▶ **DATA LISTING**:
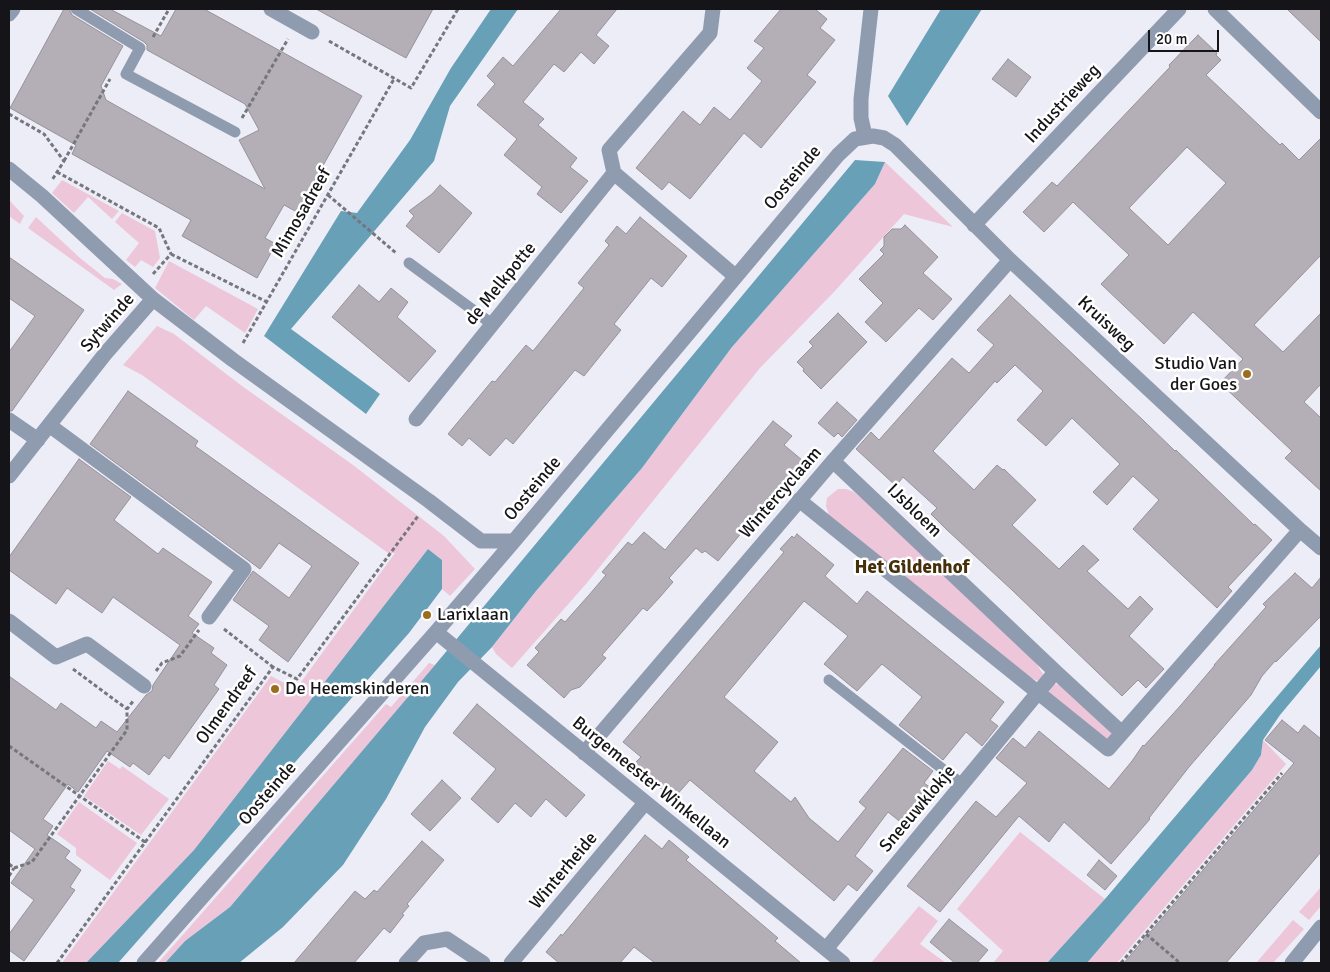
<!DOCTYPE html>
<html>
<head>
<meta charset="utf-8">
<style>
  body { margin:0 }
  #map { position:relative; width:1330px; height:972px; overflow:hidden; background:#ededf7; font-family:Signika,sans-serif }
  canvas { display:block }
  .frame { position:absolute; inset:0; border:10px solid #151519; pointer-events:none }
  .scale { position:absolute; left:1148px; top:30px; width:71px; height:22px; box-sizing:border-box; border:2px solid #151519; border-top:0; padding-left:6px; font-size:15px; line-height:18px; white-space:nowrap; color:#151519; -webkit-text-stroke:4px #fff; paint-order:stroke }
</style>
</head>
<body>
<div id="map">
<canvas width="1330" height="972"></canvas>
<div class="frame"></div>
<div class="scale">20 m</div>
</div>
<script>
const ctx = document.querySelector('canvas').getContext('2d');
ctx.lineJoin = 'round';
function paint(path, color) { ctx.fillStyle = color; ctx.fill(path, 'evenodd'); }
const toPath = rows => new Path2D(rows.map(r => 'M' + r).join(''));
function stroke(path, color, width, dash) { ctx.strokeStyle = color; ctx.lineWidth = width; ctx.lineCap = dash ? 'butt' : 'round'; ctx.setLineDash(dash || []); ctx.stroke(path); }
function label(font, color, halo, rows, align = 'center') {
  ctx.font = font + ' Signika,sans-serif'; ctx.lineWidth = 5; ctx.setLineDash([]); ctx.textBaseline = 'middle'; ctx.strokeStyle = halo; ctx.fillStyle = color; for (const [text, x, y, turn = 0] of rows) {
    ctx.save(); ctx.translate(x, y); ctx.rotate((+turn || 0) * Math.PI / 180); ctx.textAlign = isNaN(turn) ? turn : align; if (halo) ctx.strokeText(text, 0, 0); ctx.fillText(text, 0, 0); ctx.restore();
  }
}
paint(toPath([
  [885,162,953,227,904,214,834,292,760,368,586,584,512,668,496,654,492,647,536,591,642,468,732,347,875,184],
  [62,180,119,211,112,219,88,197,74,213,52,193],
  [9,200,24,216,20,224,9,216],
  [122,213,155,231,160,258,153,267,141,260,135,267,126,260,139,243,115,222],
  [36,217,80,258,105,278,113,279,122,284,114,290,28,228],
  [169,261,258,309,245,333,206,306,194,320,155,288],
  [157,326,174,334,242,386,353,465,444,536,475,569,450,596,442,589,442,560,428,549,194,850,86,963,62,963,271,676,296,689,395,553,388,553,142,375,123,365],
  [838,489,846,489,854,492,864,500,1036,663,1043,674,1042,678,1038,681,1029,677,829,515,826,506,827,498],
  [429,663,435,665,230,907,185,941,165,963,158,963,386,704,391,707],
  [1054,684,1061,685,1113,735,1109,742,1050,696,1049,691],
  [1263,740,1286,764,1117,963,1087,963,1252,770,1261,755],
  [108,761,120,769,122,766,169,799,141,835,84,796],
  [79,802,137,843,110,880,76,855,76,848,57,834],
  [1020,832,1105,899,1047,963,993,963,1003,951,957,909],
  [1321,887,1321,906,1309,920,1299,912],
  [919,906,938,921,920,944,946,963,871,963],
  [1293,920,1304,929,1273,963,1256,963]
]), '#edc6da');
paint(toPath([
  [491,9,518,9,450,106,434,161,291,329,380,394,366,414,264,336,341,211,357,213,410,140,451,68],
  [941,9,982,9,907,126,888,96],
  [855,160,885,162,875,184,732,347,642,468,536,591,492,647,458,682,425,727,386,799,343,865,283,927,239,963,165,963,185,941,230,907,435,665],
  [428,549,442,560,442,589,409,633,118,963,86,963,194,850],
  [1321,645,1321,666,1280,715,1263,740,1261,755,1252,770,1087,963,1047,963,1105,899]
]), '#68a0b8');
const building = toPath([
  [64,9,69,9,72,15,123,46,101,86,106,100,265,189,239,140,259,130,245,104,147,50,147,45,144,42,90,9,110,9,161,36,176,9,204,9,362,96,297,212,284,205,265,238,276,244,257,278,182,236,191,220,72,154,76,145,10,108,64,9],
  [316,9,433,9,406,58,316,9],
  [561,9,617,9,596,35,609,46,594,64,581,52,564,72,554,64,523,102,544,119,538,125,577,158,570,167,588,181,561,213,537,194,542,187,504,155,517,139,477,105,495,84,487,76,503,57,513,66,561,9],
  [781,9,815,9,827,19,820,28,835,40,807,75,816,82,761,148,744,133,690,199,669,182,662,190,636,168,683,111,700,125,714,107,730,120,762,81,747,68,764,48,754,41,781,9],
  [1287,9,1321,9,1321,42,1287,9],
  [1198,35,1217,53,1216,55,1221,60,1206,75,1280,145,1282,143,1299,160,1321,138,1321,255,1254,325,1283,352,1321,313,1321,384,1304,402,1321,418,1321,491,1285,458,1292,451,1220,383,1243,359,1193,312,1164,344,1101,284,1129,255,1073,202,1044,232,1023,212,1052,182,1057,186,1170,67,1169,65,1198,35],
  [1187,147,1226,183,1168,245,1129,208,1187,147],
  [1008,59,1031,77,1016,97,992,79,1008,59],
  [440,185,472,213,439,253,406,226,414,216,409,211,432,194,440,185],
  [640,217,687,256,662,287,651,278,614,324,621,330,584,376,575,370,513,444,506,438,490,456,469,438,462,446,448,434,492,381,495,382,526,345,533,351,584,288,578,283,609,245,605,241,617,226,626,234,640,217],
  [905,225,938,257,923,273,952,299,933,320,919,308,886,342,865,322,883,303,859,279,884,254,880,250,884,246,884,237,892,229,901,229,905,225],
  [9,257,84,310,12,411,9,411,9,352,35,316,9,298,9,257],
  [359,285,379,302,391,288,408,302,397,317,436,351,409,382,332,317,359,285],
  [1010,295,1145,422,1175,451,1176,450,1254,525,1255,524,1272,540,1228,587,1232,591,1217,608,1133,529,1159,500,1133,476,1107,505,1093,492,1120,464,1072,418,1046,446,1017,420,1043,391,1015,365,997,383,995,381,933,451,974,490,997,465,1003,470,1004,469,1036,500,1012,525,1059,569,1083,545,1099,560,1087,571,1128,609,1140,596,1153,609,1129,636,1164,669,1146,688,1138,680,1122,696,1012,590,946,529,931,514,937,508,903,477,896,486,856,449,871,432,879,440,952,358,969,373,994,345,977,330,1010,295],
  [838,313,867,342,821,389,803,371,804,369,797,362,813,346,809,342,838,313],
  [128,391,198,441,195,446,359,563,288,662,259,640,269,626,233,600,253,571,289,598,312,566,279,543,260,569,90,444,128,391],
  [837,402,857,420,842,437,838,433,834,437,818,423,837,402],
  [773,421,792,436,784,445,802,460,718,561,705,551,702,553,696,548,669,578,673,582,660,597,647,611,643,608,602,655,606,658,580,687,571,690,564,698,527,665,539,652,535,648,561,619,565,622,589,595,606,575,602,572,628,542,632,545,644,532,665,550,773,421],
  [79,459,131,497,114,520,158,554,163,548,212,582,188,616,199,624,192,633,214,648,211,653,227,665,214,685,219,689,169,759,164,755,149,775,133,763,130,767,107,751,78,792,68,784,43,819,53,826,47,835,70,851,65,858,81,870,70,887,75,890,24,961,9,950,9,934,34,900,11,883,35,849,9,830,9,676,56,710,61,703,96,728,101,721,117,732,146,695,152,691,153,685,180,645,113,597,102,613,67,588,56,604,9,570,9,557,79,459],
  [797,534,834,565,825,576,857,604,867,591,1004,702,990,720,998,726,982,746,966,732,943,760,899,725,922,697,882,664,857,691,824,664,848,636,804,601,724,697,778,742,754,771,791,802,795,797,809,818,838,842,866,808,859,802,903,748,933,771,924,783,931,788,903,824,888,812,855,856,873,871,857,891,848,884,834,901,690,780,673,799,633,765,641,757,623,742,784,552,780,549,792,536,794,538,797,534],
  [1295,573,1312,588,1321,577,1321,616,1276,662,1275,661,1262,676,1251,695,1189,767,1149,818,1150,819,1111,864,1064,822,1049,842,1019,816,940,912,907,886,976,801,996,817,1027,783,996,758,1013,738,1025,748,1039,731,1109,789,1132,761,1143,745,1144,746,1181,705,1215,665,1214,665,1266,607,1263,604,1295,573],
  [477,704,585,795,566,817,546,799,531,817,515,803,498,823,471,799,496,769,453,733,477,704],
  [1282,720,1298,733,1304,725,1321,739,1321,852,1226,963,1124,963,1294,763,1265,740,1282,720],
  [442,780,461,798,430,831,411,814,442,780],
  [645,835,662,849,669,840,689,857,686,860,778,938,775,941,801,963,655,963,634,947,620,963,559,963,546,952,561,934,562,936,645,835],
  [422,841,444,860,407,904,409,906,402,914,404,915,390,933,384,928,354,963,294,963,355,891,365,899,374,890,377,892,422,841],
  [1099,860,1117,876,1105,890,1087,875,1099,860],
  [949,919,988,950,977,963,955,963,930,942,949,919]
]);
paint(building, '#b4aeb6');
stroke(building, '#979199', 1);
stroke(toPath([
  [153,37,169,9],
  [329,41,411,88,458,9],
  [9,114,44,134,64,161,52,180],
  [242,118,288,39],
  [64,161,110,79],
  [57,172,159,228,171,254],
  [328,195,396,253],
  [171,254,267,302],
  [153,274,171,254],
  [243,343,394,79],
  [224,629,273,667],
  [73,669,127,709],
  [156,671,162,663,180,656,199,630],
  [9,746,145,842],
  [9,864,14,868,32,862,127,730,127,709,134,700],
  [9,876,14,868],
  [1146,934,1180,963],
  [57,963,273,667,297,679,418,516],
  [1121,963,1282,773]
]), '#76767d', 3, [4, 2.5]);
stroke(toPath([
  [76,9,140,48,126,74,235,132],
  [409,263,492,324],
  [829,680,963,785]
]), '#8f9caf', 11);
stroke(toPath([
  [271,9,312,32],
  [713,9,710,33,609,150,614,173,735,276],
  [1215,9,1321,112],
  [9,14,13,9],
  [865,136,861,118,861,99,871,9],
  [9,169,42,196,153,299,105,354,9,476],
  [974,225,1179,9],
  [153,299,233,360,429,501,481,541,514,541],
  [416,419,614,173],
  [9,420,38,440],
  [49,425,244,569,209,617],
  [799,500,1108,749,1122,733,1058,674,833,461],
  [9,621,56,657,87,644,144,686],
  [436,632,843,963],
  [1122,733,1300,530],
  [584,753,833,461,1010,260],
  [826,949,1055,672],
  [144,963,436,632,514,541,838,155,855,139,873,136,884,138,895,145,1010,260,1300,530,1321,548],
  [406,963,424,943,447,939,483,963],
  [511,963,645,803],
  [1292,963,1321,927]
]), '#8f9caf', 15);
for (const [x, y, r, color] of [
  [1247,374,5,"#9b6e1e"],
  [427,615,5,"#9b6e1e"],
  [275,689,5,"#9b6e1e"]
]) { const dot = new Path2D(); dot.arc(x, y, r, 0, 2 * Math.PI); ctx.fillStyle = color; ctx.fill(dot); stroke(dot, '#fff', 2); }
label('18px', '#151519', '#fff', [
  ["Industrieweg",1063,104,-47],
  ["Oosteinde",793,178,-50],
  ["Mimosadreef",302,213,-60],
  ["de Melkpotte",501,284,-51],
  ["Sytwinde",108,323,-49],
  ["Kruisweg",1106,324,43],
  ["Oosteinde",533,489,-50],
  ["Wintercyclaam",781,493,-49],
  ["IJsbloem",914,511,44],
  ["Olmendreef",227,706,-54],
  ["Burgemeester Winkellaan",651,783,39],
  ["Oosteinde",268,794,-49],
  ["Sneeuwklokje",918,809,-50],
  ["Winterheide",564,871,-50]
]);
label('18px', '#151519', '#fff', [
  ["Studio Van",1237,364,"right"],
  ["der Goes",1237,385,"right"],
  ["Larixlaan",437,615],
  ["De Heemskinderen",285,689]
], 'left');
label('bold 19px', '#46300b', '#fff', [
  ["Het Gildenhof",912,568]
]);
</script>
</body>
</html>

▶ **PROMPT**:
Go to the line in the material above that contains "const toPath = rows" and copy exactly from there through the line that contains "function label(font, color, halo, rows, align", stopping after it.

▶ **RESULT FOR THIS TASK**:
const toPath = rows => new Path2D(rows.map(r => 'M' + r).join(''));
function stroke(path, color, width, dash) { ctx.strokeStyle = color; ctx.lineWidth = width; ctx.lineCap = dash ? 'butt' : 'round'; ctx.setLineDash(dash || []); ctx.stroke(path); }
function label(font, color, halo, rows, align = 'center') {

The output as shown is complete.